LONDON, May 16 (Reuters) - Energy stocks pulled down Britain's top share index by midday on Monday on continuing concerns about global growth and banks fell as euro zone ministers met to discuss the region's debt problems.

The FTSE 100 <.FTSE> was down 50.23 points or 0.9 percent at 5,875.64 by 1115 GMT, heading for April's low of 5,858.32.

"The market's not really sure that economic growth is going to be as resilient as they might wish ... a lot of that negativity is being factored into the share prices," said Tim Rees, fund manager at Insight Investment, which has around 115 billion pounds of funds under management.

Energy <.FTNMX0530> firms fell as crude retreated by around 2 percent, hurt by global growth concerns and a strong dollar <.DXY> extending its winning streak to its highest level in a month.

Oil services provider John Wood Group fell 1.9 perent despite announcing plans of a share buyback. [ID:nLDE74F08K]

Banks <.FTNMX8350> waned as euro zone ministers met to discuss a bailout package for Portugal and likely pressure on Greece to announce more austerity steps to secure further emergency funding. [ID:nLDE74E0N7]

The talks, however, were overshadowed by charges against IMF chief Dominique Strauss-Kahn for attempted rape. [ID:nN15215355]

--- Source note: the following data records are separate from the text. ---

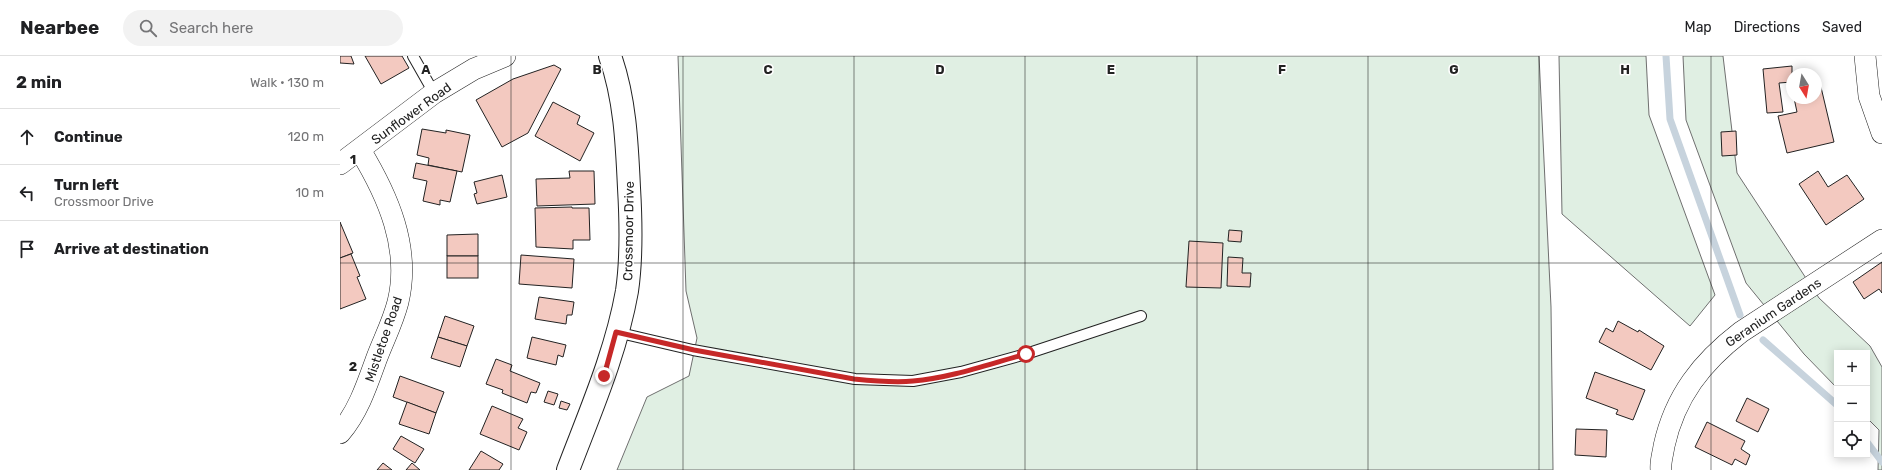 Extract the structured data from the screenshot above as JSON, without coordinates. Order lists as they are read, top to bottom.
{
  "streets": {
    "street": [
      "Sunflower Road",
      "Crossmoor Drive",
      "Geranium Gardens",
      "Mistletoe Road"
    ]
  },
  "crossings": [
    ["Sunflower Road", "Mistletoe Road"]
  ],
  "north": "bottom",
  "page": {
    "header": "Nearbee",
    "search": "Search here",
    "nav": ["Map", "Directions", "Saved"],
    "heading": ["2 min", "Walk · 130 m"],
    "list": [
      ["Continue", "120 m"],
      ["Turn left", "Crossmoor Drive", "10 m"],
      "Arrive at destination"
    ],
    "map_buttons": ["+", "−"]
  },
  "grid": {
    "columns": [
      "A",
      "B",
      "C",
      "D",
      "E",
      "F",
      "G",
      "H"
    ],
    "rows": ["1", "2"]
  }
}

"The Strauss-Khan development shouldn't fundamentally effect the outcome of the meeting but it does cast a shadow over the proceedings," Richard Hunter, head of UK equities at Hargreaves Lansdown Stockbrokers, said.

GROWTH HOPES

Miners <.FTNMX1770> found some support as observers talked up buying opportunities following recent weakness in the sector.

Heath Jansen, analyst at Citigroup, said while he anticipated a broad slowdown in commodity consumption he did not expect a crash and urged investors to purchase high-quality names in the mining sector.

Citigroup's preferences were Xstrata , Rio Tinto and First Quantum , up between 0.2 and 2.1 percent.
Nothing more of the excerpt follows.